##### Material for the task #####
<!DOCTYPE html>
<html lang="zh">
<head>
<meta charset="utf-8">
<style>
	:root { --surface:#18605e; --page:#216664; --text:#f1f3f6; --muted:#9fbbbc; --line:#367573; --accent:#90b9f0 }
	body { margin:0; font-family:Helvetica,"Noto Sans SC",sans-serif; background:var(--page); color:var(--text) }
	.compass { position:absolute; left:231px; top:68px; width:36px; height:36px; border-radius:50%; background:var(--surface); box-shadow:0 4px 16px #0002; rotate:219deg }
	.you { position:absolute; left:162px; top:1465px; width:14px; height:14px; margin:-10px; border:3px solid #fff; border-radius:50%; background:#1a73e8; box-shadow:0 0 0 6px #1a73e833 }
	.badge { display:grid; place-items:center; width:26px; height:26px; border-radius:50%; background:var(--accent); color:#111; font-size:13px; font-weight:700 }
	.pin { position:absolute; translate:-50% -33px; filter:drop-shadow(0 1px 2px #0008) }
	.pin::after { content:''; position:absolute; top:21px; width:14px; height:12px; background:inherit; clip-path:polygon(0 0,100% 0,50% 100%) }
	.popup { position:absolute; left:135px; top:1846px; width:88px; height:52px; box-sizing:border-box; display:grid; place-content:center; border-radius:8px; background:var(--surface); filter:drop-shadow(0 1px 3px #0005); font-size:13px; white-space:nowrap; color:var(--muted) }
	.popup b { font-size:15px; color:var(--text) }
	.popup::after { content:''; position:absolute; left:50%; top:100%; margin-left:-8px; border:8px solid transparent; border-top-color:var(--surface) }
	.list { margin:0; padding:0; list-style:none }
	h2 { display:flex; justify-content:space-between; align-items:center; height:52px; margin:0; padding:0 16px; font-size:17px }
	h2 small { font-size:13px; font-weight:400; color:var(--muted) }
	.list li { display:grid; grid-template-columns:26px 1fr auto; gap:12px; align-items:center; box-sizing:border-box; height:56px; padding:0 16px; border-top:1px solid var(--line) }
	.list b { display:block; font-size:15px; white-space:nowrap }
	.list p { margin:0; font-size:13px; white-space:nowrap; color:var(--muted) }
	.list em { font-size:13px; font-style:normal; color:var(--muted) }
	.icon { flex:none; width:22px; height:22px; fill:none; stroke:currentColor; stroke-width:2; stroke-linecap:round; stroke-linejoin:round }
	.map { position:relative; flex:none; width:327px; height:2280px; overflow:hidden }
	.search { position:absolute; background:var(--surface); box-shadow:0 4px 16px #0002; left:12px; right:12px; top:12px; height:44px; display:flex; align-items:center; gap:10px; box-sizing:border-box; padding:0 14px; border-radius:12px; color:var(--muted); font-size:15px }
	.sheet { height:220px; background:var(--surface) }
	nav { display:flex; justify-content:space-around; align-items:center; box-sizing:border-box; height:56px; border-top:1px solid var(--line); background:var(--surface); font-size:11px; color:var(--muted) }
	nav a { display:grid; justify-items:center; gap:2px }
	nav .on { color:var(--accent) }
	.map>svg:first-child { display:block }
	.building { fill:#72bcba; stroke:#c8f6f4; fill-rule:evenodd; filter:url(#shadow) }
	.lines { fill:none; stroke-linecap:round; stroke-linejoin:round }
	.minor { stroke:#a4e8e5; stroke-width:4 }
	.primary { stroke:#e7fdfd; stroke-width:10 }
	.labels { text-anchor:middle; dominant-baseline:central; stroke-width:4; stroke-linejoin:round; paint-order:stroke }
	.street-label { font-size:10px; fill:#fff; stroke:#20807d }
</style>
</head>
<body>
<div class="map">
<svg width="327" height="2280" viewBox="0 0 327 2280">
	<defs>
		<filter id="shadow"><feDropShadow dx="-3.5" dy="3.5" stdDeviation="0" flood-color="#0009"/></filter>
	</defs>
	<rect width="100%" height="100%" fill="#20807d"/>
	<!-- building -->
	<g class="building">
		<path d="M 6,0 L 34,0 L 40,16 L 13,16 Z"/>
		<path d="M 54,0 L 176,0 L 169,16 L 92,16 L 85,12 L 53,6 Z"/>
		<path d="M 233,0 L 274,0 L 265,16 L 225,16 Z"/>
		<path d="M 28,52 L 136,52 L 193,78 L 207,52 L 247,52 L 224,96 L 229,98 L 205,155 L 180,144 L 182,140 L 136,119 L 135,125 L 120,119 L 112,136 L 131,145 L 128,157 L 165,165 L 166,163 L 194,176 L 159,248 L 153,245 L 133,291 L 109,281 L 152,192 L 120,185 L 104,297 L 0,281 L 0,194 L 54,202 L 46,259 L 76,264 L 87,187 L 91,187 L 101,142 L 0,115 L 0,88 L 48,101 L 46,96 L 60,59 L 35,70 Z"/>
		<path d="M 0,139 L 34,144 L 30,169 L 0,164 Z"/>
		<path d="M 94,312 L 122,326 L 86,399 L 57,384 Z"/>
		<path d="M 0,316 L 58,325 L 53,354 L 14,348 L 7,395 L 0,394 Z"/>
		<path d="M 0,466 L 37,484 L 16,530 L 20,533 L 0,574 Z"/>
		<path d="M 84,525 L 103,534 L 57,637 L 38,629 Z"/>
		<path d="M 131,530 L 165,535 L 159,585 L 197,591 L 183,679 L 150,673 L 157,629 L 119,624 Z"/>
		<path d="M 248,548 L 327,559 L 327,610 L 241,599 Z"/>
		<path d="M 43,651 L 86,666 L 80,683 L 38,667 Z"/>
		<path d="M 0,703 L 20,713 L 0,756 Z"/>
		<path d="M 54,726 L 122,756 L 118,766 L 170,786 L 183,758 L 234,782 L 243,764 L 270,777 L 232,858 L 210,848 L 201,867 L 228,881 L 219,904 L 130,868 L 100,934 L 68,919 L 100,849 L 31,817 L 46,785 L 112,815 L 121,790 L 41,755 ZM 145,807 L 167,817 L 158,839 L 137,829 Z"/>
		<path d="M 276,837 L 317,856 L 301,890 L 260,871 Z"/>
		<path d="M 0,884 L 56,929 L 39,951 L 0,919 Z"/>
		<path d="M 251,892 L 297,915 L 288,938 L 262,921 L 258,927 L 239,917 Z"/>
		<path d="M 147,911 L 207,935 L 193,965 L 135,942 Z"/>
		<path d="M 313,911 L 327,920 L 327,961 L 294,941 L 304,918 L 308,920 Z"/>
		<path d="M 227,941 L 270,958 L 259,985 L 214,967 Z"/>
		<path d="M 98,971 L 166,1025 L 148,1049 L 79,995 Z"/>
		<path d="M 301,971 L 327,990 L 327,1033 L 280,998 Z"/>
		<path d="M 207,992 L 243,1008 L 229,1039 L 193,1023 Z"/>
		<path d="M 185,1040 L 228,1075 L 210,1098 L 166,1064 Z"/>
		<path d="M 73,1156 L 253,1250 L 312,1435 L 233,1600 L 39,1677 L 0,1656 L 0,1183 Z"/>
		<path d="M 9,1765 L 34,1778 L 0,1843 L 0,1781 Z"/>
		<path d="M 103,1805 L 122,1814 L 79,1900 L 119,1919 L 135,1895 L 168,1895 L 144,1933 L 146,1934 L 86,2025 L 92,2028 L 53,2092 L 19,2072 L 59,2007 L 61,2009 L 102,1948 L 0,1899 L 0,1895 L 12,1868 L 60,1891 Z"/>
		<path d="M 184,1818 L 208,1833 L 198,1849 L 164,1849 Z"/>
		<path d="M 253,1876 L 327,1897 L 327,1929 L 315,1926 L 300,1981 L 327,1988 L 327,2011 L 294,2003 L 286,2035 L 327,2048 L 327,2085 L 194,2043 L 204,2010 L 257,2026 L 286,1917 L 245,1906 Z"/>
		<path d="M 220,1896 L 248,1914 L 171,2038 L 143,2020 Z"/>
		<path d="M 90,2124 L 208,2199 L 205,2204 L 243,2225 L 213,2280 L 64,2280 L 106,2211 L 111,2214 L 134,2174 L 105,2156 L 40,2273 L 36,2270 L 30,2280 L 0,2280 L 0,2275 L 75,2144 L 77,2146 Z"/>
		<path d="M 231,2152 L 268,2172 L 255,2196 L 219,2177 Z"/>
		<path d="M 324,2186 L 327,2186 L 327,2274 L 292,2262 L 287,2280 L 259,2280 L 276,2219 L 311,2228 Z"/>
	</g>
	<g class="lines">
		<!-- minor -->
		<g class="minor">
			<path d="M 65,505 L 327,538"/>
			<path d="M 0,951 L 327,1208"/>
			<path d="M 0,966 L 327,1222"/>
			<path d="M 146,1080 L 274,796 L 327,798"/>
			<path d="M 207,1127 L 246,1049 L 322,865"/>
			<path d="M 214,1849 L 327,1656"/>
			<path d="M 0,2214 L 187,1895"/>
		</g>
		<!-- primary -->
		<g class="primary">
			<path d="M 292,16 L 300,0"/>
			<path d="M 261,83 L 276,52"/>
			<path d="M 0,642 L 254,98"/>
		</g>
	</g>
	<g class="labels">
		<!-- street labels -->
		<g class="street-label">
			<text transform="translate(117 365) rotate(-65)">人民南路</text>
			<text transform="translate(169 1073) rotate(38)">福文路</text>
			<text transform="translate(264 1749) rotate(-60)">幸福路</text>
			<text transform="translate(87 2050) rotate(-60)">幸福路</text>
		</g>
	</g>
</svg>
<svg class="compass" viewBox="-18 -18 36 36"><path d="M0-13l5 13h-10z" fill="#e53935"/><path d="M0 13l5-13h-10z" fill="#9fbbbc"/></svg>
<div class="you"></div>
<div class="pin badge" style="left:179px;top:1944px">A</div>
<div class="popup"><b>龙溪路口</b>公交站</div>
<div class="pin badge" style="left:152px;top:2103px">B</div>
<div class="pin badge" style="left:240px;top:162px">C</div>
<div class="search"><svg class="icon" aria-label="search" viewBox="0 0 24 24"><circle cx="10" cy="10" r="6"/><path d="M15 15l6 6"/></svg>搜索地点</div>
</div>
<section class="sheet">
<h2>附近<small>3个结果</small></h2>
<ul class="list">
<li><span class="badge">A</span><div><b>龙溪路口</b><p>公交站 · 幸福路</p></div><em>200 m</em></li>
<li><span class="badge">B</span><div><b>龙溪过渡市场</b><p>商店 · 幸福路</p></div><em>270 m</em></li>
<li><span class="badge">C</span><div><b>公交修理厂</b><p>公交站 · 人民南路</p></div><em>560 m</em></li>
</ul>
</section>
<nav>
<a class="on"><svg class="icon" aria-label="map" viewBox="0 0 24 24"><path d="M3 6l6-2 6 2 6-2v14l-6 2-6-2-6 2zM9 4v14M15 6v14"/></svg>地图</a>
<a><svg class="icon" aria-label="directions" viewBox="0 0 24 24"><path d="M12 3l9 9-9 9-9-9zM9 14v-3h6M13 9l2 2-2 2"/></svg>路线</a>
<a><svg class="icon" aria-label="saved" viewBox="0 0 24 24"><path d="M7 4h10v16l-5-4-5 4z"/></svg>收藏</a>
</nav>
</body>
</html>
#####
- [What this task involves]: Among the lines of the data, find every one that holds "muted" and copy it.

- [Result of this task]:
	:root { --surface:#18605e; --page:#216664; --text:#f1f3f6; --muted:#9fbbbc; --line:#367573; --accent:#90b9f0 }
	.popup { position:absolute; left:135px; top:1846px; width:88px; height:52px; box-sizing:border-box; display:grid; place-content:center; border-radius:8px; background:var(--surface); filter:drop-shadow(0 1px 3px #0005); font-size:13px; white-space:nowrap; color:var(--muted) }
	h2 small { font-size:13px; font-weight:400; color:var(--muted) }
	.list p { margin:0; font-size:13px; white-space:nowrap; color:var(--muted) }
	.list em { font-size:13px; font-style:normal; color:var(--muted) }
	.search { position:absolute; background:var(--surface); box-shadow:0 4px 16px #0002; left:12px; right:12px; top:12px; height:44px; display:flex; align-items:center; gap:10px; box-sizing:border-box; padding:0 14px; border-radius:12px; color:var(--muted); font-size:15px }
	nav { display:flex; justify-content:space-around; align-items:center; box-sizing:border-box; height:56px; border-top:1px solid var(--line); background:var(--surface); font-size:11px; color:var(--muted) }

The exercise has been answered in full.